▶ Dataset entries

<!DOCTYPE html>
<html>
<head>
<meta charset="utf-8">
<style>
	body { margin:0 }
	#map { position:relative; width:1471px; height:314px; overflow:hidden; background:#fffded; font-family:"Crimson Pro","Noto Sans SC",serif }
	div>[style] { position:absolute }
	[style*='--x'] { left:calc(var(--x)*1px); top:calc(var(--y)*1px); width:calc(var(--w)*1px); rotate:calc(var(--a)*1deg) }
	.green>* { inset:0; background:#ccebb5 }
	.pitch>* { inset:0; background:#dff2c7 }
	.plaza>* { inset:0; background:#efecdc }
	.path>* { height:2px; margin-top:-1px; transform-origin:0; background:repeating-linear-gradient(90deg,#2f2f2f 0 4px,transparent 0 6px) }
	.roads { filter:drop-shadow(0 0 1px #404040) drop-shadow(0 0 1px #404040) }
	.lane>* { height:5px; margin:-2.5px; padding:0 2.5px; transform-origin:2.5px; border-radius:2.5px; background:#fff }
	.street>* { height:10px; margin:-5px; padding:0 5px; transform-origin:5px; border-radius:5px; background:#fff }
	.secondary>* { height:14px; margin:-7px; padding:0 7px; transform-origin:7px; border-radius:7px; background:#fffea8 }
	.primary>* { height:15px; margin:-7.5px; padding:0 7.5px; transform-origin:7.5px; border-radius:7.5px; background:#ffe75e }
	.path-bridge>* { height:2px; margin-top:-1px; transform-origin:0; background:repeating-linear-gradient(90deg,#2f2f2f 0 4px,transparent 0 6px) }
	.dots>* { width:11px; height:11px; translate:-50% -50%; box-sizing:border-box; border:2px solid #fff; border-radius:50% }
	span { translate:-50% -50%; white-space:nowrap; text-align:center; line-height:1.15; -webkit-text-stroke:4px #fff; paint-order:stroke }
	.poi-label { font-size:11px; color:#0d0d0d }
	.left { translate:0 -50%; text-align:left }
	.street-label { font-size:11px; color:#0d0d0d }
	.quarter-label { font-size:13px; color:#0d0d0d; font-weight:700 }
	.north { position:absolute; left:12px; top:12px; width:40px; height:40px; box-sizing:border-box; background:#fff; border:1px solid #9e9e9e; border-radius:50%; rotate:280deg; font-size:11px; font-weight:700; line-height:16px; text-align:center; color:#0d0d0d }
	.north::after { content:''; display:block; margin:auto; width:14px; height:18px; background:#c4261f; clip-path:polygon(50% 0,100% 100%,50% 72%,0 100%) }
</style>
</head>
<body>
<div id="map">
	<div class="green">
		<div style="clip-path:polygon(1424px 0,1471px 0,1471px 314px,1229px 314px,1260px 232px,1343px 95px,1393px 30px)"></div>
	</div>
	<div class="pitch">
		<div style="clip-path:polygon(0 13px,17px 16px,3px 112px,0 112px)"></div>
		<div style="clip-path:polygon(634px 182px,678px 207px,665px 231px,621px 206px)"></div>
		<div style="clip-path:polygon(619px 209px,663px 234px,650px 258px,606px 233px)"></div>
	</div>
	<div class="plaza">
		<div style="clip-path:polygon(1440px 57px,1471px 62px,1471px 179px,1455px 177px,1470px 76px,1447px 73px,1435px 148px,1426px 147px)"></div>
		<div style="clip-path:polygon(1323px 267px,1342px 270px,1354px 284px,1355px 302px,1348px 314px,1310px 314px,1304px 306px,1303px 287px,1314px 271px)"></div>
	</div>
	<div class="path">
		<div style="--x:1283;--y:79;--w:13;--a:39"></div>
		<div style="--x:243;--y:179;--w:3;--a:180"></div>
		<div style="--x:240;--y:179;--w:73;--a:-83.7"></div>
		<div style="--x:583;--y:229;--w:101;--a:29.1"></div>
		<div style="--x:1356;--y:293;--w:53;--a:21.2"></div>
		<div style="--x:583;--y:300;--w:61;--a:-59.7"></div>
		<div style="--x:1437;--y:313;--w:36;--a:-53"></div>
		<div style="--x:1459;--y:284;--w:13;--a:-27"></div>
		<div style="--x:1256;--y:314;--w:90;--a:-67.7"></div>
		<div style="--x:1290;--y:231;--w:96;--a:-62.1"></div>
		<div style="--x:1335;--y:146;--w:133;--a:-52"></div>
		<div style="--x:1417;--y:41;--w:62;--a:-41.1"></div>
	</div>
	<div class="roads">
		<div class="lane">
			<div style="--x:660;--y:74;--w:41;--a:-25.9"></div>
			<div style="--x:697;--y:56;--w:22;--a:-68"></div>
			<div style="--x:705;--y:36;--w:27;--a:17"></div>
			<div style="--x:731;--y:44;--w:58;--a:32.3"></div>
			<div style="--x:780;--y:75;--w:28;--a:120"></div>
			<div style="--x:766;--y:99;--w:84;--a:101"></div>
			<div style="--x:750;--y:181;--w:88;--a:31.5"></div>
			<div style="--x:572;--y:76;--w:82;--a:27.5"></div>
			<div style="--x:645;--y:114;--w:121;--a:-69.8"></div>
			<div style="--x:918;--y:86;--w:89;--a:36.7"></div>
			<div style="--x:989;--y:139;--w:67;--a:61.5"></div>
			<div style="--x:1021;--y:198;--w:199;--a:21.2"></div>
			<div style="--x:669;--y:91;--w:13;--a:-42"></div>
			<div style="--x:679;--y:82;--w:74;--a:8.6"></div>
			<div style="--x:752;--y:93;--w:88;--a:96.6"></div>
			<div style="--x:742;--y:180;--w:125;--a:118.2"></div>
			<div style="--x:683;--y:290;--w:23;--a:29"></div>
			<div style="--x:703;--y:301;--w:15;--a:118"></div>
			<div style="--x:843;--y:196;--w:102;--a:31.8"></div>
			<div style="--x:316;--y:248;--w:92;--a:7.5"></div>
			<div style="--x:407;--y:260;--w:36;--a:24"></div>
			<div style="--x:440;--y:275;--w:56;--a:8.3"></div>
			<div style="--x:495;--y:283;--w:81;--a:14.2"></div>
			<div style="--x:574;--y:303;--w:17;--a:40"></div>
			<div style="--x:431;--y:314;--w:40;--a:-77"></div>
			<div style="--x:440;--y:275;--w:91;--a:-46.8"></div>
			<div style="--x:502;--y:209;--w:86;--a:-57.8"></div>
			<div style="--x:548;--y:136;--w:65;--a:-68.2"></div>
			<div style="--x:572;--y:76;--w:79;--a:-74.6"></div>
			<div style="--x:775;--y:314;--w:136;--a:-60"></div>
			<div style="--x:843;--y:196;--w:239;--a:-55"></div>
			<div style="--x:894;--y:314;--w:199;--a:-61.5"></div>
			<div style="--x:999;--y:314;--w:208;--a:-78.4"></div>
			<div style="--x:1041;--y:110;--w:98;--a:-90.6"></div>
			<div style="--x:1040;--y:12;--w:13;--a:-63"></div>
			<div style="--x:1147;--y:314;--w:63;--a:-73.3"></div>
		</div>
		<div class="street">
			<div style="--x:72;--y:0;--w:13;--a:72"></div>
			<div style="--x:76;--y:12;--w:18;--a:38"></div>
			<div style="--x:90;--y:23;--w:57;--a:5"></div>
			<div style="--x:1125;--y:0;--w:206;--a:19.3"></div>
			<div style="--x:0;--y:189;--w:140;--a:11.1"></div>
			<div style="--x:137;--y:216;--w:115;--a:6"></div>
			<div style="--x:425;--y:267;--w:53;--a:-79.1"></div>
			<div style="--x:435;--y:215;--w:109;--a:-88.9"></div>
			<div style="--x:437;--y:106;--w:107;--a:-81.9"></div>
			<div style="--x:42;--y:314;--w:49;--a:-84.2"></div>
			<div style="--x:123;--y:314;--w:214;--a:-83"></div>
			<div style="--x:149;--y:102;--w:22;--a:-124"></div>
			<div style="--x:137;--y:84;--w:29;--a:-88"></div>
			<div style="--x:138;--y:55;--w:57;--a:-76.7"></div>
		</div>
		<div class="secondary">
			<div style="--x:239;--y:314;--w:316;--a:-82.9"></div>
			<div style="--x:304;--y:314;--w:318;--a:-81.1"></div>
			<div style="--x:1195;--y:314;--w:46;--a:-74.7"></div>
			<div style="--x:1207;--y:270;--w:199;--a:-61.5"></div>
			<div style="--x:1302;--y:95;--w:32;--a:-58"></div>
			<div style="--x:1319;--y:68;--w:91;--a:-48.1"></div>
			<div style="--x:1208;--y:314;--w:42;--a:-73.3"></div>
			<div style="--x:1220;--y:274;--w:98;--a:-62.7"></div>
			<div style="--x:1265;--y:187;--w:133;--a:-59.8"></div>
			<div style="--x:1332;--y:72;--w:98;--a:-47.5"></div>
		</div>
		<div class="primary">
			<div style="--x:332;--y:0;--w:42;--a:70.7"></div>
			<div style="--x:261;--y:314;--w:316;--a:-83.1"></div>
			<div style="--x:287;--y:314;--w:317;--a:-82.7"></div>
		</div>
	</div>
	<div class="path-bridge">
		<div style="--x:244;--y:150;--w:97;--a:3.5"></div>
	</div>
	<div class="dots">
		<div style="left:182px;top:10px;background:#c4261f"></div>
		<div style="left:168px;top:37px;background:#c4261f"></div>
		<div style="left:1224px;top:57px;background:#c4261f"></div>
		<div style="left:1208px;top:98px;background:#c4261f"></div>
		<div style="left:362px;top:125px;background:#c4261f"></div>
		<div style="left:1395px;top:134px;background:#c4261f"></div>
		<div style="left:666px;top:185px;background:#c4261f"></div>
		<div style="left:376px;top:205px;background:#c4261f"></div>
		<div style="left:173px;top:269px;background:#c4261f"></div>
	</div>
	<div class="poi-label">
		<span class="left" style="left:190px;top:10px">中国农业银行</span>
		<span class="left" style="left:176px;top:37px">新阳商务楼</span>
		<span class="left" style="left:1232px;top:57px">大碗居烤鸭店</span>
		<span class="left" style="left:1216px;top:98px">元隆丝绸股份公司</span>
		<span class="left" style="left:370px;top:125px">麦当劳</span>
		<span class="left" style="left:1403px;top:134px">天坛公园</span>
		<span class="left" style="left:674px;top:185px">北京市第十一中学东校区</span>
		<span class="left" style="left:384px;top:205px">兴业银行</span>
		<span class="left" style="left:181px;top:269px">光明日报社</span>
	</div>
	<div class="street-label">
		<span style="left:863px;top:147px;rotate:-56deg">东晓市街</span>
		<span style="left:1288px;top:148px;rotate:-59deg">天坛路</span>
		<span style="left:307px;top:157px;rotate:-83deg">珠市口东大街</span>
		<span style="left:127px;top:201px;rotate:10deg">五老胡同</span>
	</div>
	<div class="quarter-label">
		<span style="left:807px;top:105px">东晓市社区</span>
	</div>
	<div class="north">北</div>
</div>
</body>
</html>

▶ What is expected
Copy from the entries above each line in which the string "lane" can be found.

▶ Result of the task
	.lane>* { height:5px; margin:-2.5px; padding:0 2.5px; transform-origin:2.5px; border-radius:2.5px; background:#fff }
		<div class="lane">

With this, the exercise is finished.